EXERCISE DESCRIPTION:
In the records below, tally each line that contains the word "Vitae" and give the total only.
━━━━━━━━━━
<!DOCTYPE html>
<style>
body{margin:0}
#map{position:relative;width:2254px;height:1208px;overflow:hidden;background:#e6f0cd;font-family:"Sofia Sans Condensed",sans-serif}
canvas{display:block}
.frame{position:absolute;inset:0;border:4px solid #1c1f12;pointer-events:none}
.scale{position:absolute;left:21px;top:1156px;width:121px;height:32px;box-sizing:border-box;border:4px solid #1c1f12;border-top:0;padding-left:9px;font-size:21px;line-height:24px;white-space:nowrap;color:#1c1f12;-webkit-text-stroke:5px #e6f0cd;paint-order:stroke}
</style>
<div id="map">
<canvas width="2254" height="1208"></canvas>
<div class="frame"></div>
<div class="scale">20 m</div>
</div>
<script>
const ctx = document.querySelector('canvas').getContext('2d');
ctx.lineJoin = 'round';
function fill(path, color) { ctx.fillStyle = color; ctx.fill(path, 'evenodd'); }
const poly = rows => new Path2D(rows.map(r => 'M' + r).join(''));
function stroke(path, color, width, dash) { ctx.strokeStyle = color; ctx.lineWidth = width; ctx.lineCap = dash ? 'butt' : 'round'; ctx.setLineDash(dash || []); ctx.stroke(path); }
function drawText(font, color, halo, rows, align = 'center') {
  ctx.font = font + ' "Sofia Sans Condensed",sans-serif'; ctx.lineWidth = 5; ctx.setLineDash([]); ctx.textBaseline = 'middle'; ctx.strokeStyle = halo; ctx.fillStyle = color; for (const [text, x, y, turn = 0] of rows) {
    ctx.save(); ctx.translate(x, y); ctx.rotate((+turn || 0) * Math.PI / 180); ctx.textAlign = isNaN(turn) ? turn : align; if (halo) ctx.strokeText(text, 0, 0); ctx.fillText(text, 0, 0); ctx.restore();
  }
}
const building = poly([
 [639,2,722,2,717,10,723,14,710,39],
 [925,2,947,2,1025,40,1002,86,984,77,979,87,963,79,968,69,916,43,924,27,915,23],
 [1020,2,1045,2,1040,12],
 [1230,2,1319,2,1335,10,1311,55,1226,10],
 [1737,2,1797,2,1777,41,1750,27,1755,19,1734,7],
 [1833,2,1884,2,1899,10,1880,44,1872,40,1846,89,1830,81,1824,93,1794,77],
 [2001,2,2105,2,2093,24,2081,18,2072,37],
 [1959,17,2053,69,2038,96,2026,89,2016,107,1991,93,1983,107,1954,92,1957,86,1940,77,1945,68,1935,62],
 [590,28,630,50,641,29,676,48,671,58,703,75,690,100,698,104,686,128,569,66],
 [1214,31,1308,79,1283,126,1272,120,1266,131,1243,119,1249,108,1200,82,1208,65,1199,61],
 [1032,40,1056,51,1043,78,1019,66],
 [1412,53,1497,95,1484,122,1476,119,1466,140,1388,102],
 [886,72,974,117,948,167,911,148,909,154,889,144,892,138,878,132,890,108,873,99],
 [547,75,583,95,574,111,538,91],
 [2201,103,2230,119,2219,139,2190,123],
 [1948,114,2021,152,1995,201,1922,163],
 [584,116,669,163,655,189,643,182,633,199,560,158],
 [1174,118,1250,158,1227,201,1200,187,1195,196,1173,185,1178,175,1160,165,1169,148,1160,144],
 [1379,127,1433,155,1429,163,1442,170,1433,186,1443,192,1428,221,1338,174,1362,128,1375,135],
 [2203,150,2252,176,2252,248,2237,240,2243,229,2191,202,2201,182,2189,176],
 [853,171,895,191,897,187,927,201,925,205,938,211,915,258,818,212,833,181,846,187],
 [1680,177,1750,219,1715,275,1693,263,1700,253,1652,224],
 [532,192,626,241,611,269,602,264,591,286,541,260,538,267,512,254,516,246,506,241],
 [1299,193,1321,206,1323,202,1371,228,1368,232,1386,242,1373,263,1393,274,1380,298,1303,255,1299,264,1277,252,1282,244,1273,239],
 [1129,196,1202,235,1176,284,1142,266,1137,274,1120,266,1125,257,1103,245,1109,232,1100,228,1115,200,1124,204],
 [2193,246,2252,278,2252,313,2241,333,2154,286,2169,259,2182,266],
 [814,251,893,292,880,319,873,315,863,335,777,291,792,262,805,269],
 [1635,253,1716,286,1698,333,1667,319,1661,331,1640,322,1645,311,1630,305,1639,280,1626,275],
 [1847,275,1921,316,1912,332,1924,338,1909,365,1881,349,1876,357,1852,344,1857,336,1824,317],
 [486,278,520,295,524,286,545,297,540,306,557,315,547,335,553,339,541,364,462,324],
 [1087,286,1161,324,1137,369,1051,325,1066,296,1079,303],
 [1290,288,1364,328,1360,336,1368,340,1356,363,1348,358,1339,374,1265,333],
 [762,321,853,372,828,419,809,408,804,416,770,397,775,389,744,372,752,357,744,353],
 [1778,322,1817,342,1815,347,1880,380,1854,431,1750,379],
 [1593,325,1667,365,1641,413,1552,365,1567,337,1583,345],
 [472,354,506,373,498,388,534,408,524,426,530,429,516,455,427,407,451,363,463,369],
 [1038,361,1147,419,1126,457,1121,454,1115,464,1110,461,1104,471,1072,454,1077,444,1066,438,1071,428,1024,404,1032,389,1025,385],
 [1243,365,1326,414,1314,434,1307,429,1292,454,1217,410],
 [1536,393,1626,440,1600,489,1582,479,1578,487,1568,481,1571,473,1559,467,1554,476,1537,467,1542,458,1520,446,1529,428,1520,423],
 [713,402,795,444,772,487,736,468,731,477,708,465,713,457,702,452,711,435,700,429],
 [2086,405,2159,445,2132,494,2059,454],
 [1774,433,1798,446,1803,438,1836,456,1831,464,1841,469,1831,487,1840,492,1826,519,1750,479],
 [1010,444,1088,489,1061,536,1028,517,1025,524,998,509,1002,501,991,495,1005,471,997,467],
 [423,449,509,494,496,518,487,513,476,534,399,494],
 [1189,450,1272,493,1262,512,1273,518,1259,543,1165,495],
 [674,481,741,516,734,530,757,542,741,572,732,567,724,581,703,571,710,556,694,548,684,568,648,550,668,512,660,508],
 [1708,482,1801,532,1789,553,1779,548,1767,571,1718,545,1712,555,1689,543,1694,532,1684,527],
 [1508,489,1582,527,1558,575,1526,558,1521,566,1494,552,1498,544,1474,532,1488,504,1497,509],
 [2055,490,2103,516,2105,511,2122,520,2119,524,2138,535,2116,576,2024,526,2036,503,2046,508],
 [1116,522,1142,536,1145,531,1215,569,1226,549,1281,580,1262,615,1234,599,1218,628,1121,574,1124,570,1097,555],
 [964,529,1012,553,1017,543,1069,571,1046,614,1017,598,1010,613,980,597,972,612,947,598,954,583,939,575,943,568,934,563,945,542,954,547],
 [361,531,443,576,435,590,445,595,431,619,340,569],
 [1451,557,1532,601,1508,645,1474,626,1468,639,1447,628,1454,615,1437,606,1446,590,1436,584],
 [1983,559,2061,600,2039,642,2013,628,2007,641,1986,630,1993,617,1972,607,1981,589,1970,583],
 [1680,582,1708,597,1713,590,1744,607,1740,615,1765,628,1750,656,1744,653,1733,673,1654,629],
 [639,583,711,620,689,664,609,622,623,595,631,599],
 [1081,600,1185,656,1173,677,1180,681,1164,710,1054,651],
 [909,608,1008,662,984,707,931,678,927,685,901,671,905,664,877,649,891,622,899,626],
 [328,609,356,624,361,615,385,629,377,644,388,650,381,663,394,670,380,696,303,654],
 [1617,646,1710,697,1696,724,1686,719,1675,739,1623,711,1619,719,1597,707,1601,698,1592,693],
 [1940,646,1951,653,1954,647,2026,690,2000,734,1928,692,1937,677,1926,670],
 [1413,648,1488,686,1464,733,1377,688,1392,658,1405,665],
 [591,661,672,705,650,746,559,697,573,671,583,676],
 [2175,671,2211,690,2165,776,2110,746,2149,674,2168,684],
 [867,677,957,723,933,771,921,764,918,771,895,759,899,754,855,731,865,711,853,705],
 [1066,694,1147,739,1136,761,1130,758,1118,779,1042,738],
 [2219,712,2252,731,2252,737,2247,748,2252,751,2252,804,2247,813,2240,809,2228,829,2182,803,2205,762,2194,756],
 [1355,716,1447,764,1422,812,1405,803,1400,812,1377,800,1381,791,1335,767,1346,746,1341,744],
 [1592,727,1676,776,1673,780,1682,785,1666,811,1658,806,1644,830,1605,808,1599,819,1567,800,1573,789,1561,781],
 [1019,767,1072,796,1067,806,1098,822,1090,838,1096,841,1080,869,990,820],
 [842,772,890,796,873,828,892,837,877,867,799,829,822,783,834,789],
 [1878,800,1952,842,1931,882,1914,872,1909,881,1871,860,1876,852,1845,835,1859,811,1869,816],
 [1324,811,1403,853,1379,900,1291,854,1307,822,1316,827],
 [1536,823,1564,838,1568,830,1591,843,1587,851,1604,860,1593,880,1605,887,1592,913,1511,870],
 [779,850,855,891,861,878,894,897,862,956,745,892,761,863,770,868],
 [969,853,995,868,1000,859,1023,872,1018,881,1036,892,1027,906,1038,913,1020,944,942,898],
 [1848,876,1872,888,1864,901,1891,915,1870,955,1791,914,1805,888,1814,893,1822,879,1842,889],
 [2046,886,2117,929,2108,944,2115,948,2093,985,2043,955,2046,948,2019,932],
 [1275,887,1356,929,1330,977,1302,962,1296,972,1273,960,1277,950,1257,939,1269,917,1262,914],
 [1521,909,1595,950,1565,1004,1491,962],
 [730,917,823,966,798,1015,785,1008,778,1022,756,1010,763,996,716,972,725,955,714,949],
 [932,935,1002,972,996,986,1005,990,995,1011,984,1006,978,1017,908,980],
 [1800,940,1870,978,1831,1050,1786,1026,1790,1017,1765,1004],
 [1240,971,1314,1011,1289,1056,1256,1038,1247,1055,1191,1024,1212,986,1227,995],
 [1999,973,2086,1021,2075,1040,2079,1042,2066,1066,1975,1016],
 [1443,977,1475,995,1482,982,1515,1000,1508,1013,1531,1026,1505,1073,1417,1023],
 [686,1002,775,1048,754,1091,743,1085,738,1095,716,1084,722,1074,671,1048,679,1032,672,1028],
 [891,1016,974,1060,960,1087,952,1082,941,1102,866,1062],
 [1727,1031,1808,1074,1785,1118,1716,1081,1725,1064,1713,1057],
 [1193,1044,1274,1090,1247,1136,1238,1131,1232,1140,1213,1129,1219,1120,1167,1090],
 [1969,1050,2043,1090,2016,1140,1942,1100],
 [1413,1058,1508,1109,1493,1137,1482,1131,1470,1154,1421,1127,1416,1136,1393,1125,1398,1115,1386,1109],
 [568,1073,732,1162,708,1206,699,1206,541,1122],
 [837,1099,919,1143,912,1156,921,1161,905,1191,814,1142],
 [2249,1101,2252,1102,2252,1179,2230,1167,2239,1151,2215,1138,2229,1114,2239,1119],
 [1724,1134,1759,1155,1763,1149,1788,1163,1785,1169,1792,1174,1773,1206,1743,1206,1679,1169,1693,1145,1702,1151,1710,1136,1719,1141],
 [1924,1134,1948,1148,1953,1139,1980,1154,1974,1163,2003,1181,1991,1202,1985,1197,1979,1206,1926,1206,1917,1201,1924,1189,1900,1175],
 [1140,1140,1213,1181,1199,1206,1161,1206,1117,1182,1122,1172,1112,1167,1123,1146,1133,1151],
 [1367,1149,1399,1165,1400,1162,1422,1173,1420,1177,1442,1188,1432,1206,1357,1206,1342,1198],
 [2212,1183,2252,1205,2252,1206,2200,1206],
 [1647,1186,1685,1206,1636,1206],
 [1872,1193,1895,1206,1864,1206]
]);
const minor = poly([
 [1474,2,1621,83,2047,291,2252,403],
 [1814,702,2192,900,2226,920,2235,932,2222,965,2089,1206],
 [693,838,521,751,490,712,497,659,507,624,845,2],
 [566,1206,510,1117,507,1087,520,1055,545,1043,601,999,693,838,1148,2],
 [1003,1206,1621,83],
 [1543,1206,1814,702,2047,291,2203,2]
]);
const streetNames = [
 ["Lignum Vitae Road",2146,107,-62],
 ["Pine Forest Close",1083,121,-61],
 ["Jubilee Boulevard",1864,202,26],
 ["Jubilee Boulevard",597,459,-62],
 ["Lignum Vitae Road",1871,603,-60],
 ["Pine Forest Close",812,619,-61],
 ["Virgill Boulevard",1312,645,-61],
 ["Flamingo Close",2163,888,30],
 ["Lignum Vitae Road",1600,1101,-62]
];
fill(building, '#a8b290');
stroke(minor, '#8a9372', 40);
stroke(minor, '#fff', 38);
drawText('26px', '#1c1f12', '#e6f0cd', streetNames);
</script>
━━━━━━━━━━
REPLY:
3